Marko Marić

Personal information
- Date of birth: 25 April 1983 (age 43)
- Place of birth: Zagreb, SR Croatia, SFR Yugoslavia
- Height: 1.89 m (6 ft 2 in)
- Position: Midfielder

Youth career
- 2000–2003: NK Zagreb

Senior career*
- Years: Team / Apps / (Gls)
- 2000–2005: NK Zagreb / 35 / (0)
- 2001–2002: → NK Marsonia (loan) / 1 / (0)
- 2005–2007: Egaleo / 41 / (1)
- 2007–2009: Lille / 5 / (1)
- 2010: Skoda Xanthi / 3 / (0)
- 2011: Chicago Fire / 1 / (0)

International career
- Croatia U21

Managerial career
- 2018: Dinamo Zagreb (assistant)

= Marko Marić (footballer, born 1983) =

Croatian footballer (born 1983)

Marko Marić (born 25 April 1983) is a Croatian former professional footballer.

==Playing career==

===Europe===
Born in Zagreb, Marić began his career with Croatia's NK Zagreb and in two years at the club appeared in 35 league matches. In 2005, he joined Greek First Division side Egaleo. In two years in Greece Marić appeared in 41 league matches and scored one goal. His play with Egaleo did not go unnoticed and Marić started to receive interest from higher-level clubs.

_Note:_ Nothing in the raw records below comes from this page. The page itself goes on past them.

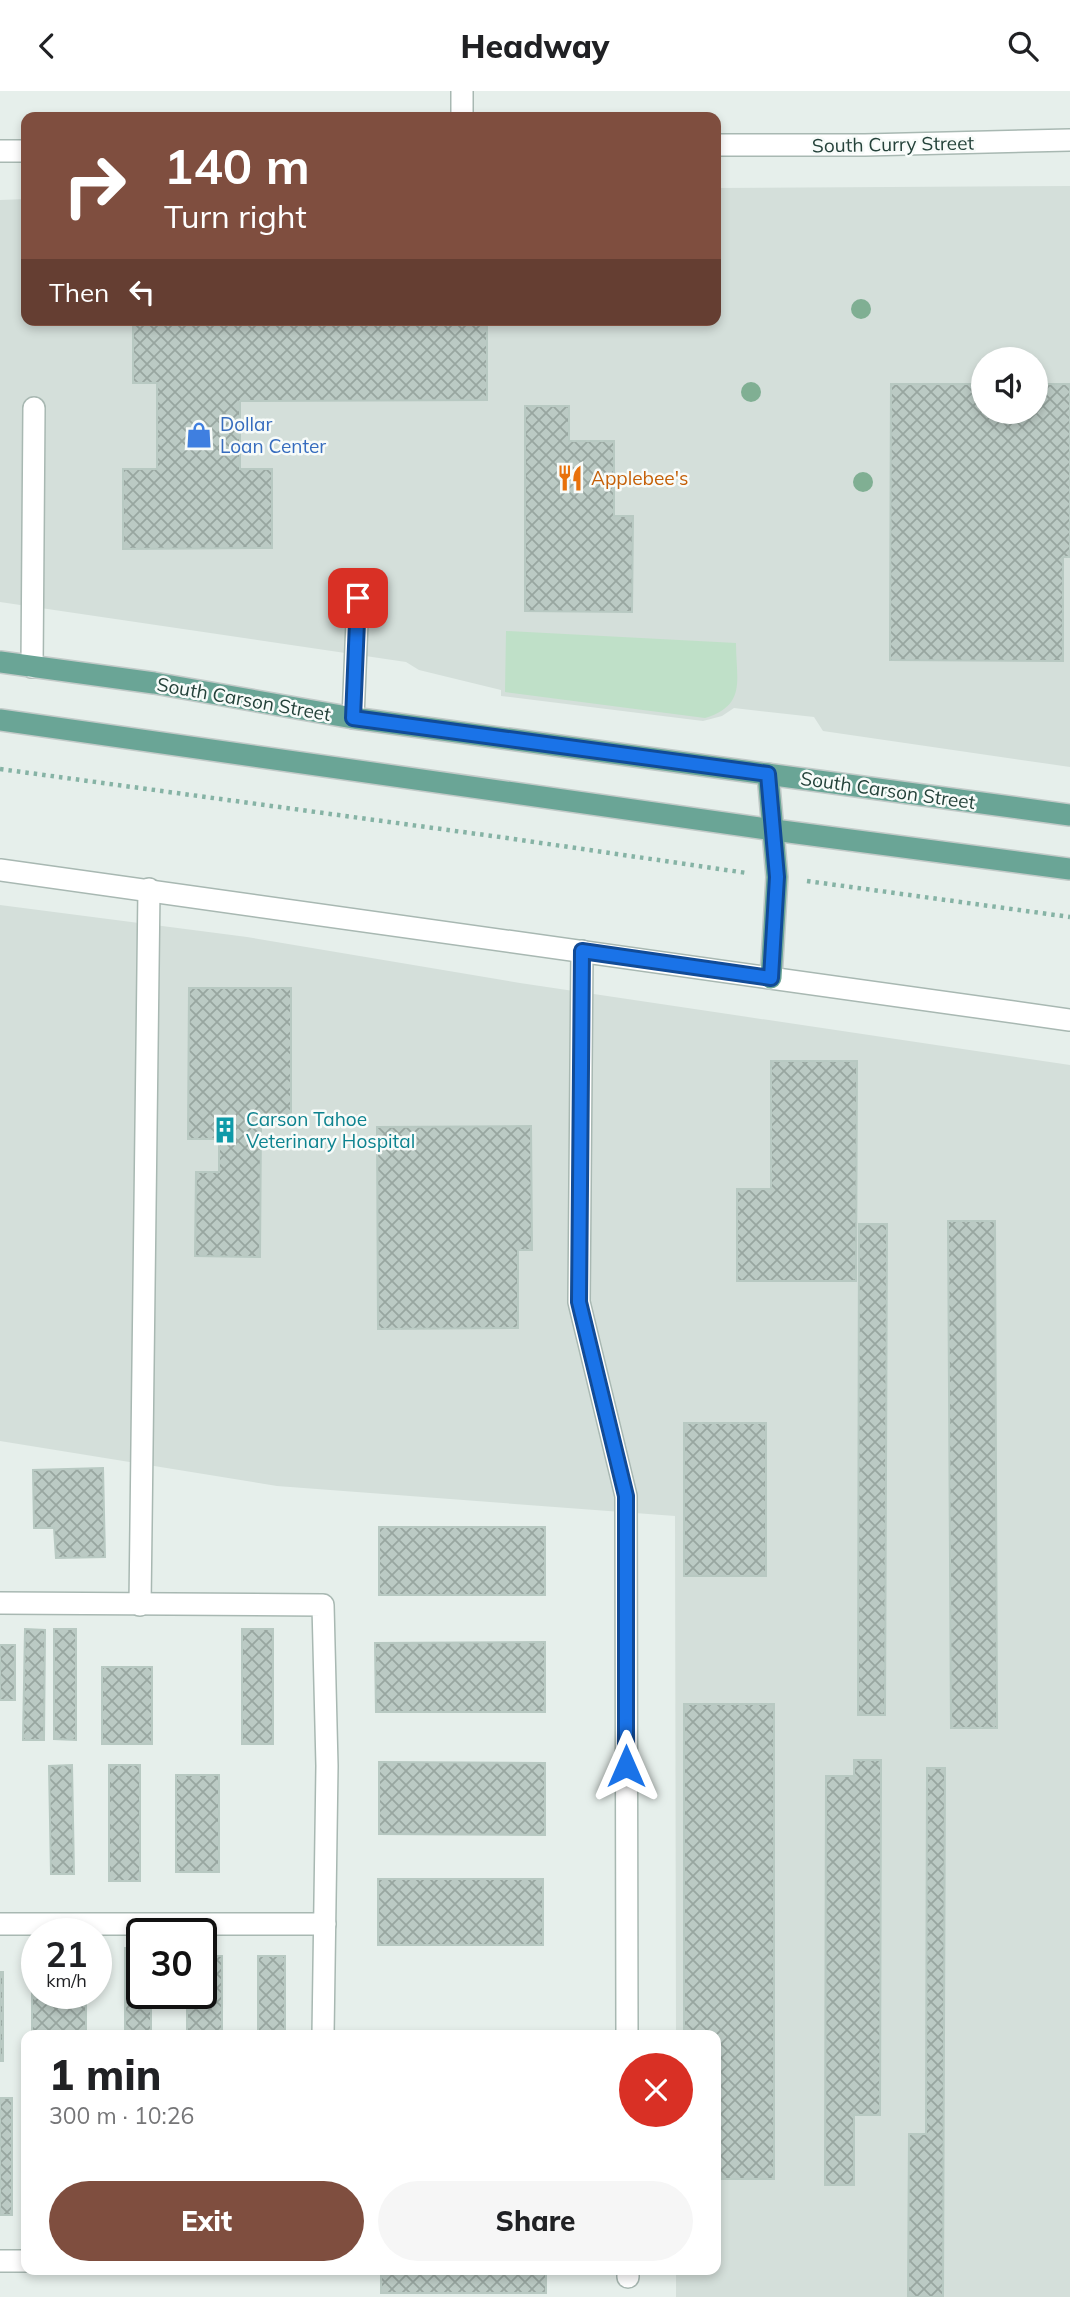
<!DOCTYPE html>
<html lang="en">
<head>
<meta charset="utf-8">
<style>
  body { margin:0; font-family:Mulish,sans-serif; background:#f6f6f6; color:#202124; height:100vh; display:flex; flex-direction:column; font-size:26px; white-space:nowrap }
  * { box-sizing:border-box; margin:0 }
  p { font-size:23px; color:#757577 }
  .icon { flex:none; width:38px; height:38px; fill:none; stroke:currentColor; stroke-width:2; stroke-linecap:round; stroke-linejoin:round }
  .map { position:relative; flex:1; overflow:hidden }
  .drawer { position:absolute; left:21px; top:1939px; width:700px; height:245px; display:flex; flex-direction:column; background:#fff; border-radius:14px; box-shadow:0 4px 10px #0003 }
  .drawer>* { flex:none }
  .guide { position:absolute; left:21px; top:21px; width:700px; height:214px; border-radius:14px; box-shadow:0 4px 10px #0003; background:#7f4e3f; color:#fff; overflow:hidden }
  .buttons { position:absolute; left:971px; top:256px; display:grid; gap:14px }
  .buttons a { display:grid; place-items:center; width:77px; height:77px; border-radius:50%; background:#fff; box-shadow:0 4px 10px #0003; font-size:35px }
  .speed { position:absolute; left:21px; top:1827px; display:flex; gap:14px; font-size:35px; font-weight:700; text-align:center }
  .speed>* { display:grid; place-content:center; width:91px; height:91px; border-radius:50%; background:#fff; box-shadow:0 4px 10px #0003; line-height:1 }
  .speed small { font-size:18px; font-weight:400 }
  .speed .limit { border:4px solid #111; border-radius:10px; background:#fff; color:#111 }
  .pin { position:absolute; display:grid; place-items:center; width:60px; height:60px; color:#fff; margin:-30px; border-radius:14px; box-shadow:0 4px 10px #0006 }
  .me { position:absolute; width:77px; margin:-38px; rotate:0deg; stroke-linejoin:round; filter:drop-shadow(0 0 5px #0008) }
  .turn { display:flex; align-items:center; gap:24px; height:147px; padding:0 28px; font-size:32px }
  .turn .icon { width:91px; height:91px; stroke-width:2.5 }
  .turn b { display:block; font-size:49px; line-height:60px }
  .then { display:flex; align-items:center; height:66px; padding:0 28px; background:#0003; gap:14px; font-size:26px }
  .round { display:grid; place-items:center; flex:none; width:74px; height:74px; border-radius:37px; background:#f6f6f6 }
  .head { display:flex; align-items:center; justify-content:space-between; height:119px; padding:0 28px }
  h1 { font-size:42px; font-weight:800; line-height:52px }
  .primary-button { display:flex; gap:14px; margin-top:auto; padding:14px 28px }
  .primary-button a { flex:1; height:80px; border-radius:42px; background:#7f4e3f; color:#fff; font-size:28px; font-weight:800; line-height:80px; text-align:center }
  .primary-button a+a { background:#f6f6f6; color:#202124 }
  header { display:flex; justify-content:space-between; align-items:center; height:91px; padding:0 28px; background:#fff; font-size:32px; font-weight:800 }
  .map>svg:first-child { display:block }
  .built { fill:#d4dfda; fill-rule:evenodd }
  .green { fill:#bfe0c8 }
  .building { fill:url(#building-cross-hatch); stroke:#b8c9c2; stroke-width:2 }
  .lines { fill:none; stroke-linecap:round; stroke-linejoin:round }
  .minor-casing { stroke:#a8b8b2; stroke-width:24 }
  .major-casing { stroke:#c2cac8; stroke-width:24 }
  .path { stroke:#86b3a5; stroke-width:4.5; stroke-dasharray:3.5 5; stroke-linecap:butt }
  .minor { stroke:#fff; stroke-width:21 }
  .major { stroke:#6aa596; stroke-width:21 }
  .tree { fill:#80af93 }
  .route-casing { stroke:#114b97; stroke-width:18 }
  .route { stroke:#1a73e8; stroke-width:12 }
  .labels { text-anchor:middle; stroke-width:5; stroke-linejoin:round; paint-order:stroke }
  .street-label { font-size:19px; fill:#24423a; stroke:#f7fbf9 }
  .shop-label { font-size:19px; fill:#366cbe; stroke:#f7fbf9; text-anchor:start }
  .food-label { font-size:19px; fill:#c56008; stroke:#f7fbf9; text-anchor:start }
  .culture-label { font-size:19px; fill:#0d838f; stroke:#f7fbf9; text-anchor:start }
</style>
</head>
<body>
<header><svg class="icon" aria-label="back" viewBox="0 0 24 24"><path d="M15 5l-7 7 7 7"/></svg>Headway<svg class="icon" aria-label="search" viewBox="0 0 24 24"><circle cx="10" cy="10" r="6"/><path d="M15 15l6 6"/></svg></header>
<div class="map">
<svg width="1070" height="2206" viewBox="0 0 1070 2206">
  <defs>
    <pattern id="building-cross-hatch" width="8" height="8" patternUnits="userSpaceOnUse" patternTransform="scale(1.75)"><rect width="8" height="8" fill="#bbcac4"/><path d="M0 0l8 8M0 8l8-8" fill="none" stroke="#98a6a0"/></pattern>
  </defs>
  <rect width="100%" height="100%" fill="#e6efeb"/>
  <g class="built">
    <path d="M1070 95V676L823 640 814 626 734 617 722 625 703 630 501 605V599L419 579 406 571 0 511V109L26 108V229H716V97ZM984 268H1036V320H984Z"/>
    <path d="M0 814 247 846 520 892 1070 974V2206H676V2179H716V1944H676L675 1425 277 1395 0 1350Z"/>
  </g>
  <path class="green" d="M506 540 736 552C736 589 747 614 705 627L505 601Z"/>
  <g class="building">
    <path d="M133 229H487V309L240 310V378H272V457L123 458V378H157V292H133Z"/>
    <path d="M891 293H984V320H1036V293H1070V466H1063V570L890 569Z"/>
    <path d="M525 315H569V350H614V425H633L632 521 525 520Z"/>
    <path d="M189 897H291V1030H261L260 1166 195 1165 196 1081H219V1048H188Z"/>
    <path d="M771 970H857L856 1190H737V1098H771Z"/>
    <path d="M531 1035 532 1159H518V1237L378 1238 377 1036Z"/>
    <path d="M948 1130H995L997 1637H951Z"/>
    <path d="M859 1133H887L885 1624H858Z"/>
    <rect x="684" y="1332" width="82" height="153"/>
    <path d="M103 1377 105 1466 56 1467 54 1437H34L33 1379Z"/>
    <rect x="379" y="1436" width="166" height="68"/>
    <path d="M25 1538 45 1539 44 1649H23Z"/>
    <path d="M54 1538H76V1649L54 1648Z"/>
    <rect x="242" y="1538" width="31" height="115"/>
    <path d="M545 1551V1621H376L375 1552Z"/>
    <rect x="0" y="1554" width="15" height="55"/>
    <rect x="102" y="1576" width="50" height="77"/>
    <path d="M684 1613H774V2088H716V1944H684Z"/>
    <path d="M854 1669H881L880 2024H854V2094H825L826 1685H854Z"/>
    <path d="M379 1671 545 1672V1744L379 1743Z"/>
    <path d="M72 1674 74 1783H51L49 1675Z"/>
    <rect x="109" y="1674" width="31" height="116"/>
    <path d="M927 1677H945L943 2206H908L909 2043H926Z"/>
    <rect x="176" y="1684" width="43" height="97"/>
    <rect x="378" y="1788" width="165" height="66"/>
    <path d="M125 1857H142V1902H151V1944H125Z"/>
    <path d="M201 1865H222V1944H187V1902H201Z"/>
    <rect x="258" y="1865" width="27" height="79"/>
    <path d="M32 1873H37V1902H86V1944H32Z"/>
    <rect x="0" y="1881" width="3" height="89"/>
    <rect x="0" y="2007" width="12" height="117"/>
    <rect x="381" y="2179" width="165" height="23"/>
  </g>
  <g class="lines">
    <g class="minor-casing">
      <g id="minor">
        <path d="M462 0V26"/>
        <path d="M716 54H865L1070 49"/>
        <path d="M0 60H26"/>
        <path d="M32 576 34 317"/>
        <path d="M353 627 358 507"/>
        <path d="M0 779 1070 929"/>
        <path d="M582 860 579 1211 626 1405 627 1944"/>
        <path d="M0 1512 323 1514 327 1675 323 1944"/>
        <path d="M140 1514 149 798"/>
        <path d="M0 1833H325"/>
        <path d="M0 2170H26"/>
        <path d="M628 2179V2186"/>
      </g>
    </g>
    <g class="major-casing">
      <g id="major">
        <path d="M0 571 154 592 353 627 1070 724"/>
        <path d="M0 629 774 739 1070 778"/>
        <path d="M768 683 777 786 771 887"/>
      </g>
    </g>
    <g class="path">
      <path d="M0 678 507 747 747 782"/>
      <path d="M807 790 1070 826"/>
    </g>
    <use href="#minor" class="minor"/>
    <use href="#major" class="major"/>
  </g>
  <g class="tree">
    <circle cx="861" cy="218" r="10"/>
    <circle cx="751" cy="301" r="10"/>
    <circle cx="863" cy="391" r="10"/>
  </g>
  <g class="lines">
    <g class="route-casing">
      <path id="route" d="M358 507 353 627 768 683 777 786 771 887 582 860 579 1211 626 1405V1675"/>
    </g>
    <use href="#route" class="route"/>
  </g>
  <defs>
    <g id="shop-bare" transform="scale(2.1)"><path d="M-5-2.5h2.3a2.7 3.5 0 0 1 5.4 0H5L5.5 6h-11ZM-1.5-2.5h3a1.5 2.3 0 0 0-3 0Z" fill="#3f7fe0" stroke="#f7fbf9" stroke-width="2.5" paint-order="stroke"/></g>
    <g id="restaurant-bare" transform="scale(2.1)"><path d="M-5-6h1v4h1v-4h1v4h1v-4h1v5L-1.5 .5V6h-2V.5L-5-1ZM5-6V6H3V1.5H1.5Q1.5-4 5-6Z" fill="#e8710a" stroke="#f7fbf9" stroke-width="2.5" paint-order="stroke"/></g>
    <g id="building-bare" transform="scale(2.1)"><path d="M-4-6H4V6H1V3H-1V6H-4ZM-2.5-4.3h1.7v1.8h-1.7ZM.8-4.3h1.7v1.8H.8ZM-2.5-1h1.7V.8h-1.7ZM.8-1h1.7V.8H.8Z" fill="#0f9aa8" stroke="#f7fbf9" stroke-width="2.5" paint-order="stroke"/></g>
  </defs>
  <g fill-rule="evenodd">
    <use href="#shop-bare" x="199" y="344"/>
    <use href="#restaurant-bare" x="570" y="387"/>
    <use href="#building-bare" x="225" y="1039"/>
  </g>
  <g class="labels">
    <g class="street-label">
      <text transform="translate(893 53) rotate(-1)" y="7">South Curry Street</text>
      <text transform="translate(244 608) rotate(10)" y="7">South Carson Street</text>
      <text transform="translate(888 699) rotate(8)" y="7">South Carson Street</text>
    </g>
    <g class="shop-label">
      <text x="220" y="340">Dollar<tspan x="220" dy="22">Loan Center</tspan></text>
    </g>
    <g class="food-label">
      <text x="591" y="394">Applebee's</text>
    </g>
    <g class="culture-label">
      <text x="246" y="1035">Carson Tahoe<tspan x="246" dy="22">Veterinary Hospital</tspan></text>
    </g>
  </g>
</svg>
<div class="buttons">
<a><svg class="icon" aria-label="sound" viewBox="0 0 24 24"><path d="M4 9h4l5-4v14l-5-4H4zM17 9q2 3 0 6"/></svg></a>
</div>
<div class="speed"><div>21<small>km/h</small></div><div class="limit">30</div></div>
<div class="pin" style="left:358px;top:507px;background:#d93025"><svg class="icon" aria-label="arrive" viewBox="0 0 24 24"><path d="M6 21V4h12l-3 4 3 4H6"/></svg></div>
<svg class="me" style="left:626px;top:1675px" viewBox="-20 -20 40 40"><path d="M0-17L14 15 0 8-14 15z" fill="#1a73e8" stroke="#fff" stroke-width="4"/></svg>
<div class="guide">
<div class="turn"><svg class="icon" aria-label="right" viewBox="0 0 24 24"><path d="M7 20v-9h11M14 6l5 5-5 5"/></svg><div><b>140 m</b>Turn right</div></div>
<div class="then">Then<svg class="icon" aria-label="left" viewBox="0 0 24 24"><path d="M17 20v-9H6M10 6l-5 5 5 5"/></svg></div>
</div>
<section class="drawer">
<div class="head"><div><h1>1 min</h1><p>300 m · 10:26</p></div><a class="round" style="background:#d93025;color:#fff"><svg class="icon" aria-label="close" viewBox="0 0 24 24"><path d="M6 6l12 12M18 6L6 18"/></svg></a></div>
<div class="primary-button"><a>Exit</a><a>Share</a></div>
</section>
</div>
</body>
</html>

In the summer of 2007 he signed a three-year contract with France's Lille OSC. In two years at the club Marić received limited playing time making five league appearances and scoring one goal. On 29 January 2010 the Croatian midfielder left Lille and returned to Greece signing for Skoda Xanthi.

===North America===
On 2 March 2011, Marić signed with Chicago Fire of Major League Soccer. He made his debut for his new team on 14 April 2011 in a game against the Portland Timbers. That proved to be the only match Marić played for Chicago before suffering an injury and spending the remainder of season on the injured reserve. Marić was eventually waived by the club on 14 September 2011.

==Coaching career==
On 13 March 2018, Marić was named assistant coach of Croatian team Dinamo Zagreb in staff of manager Nikola Jurčević.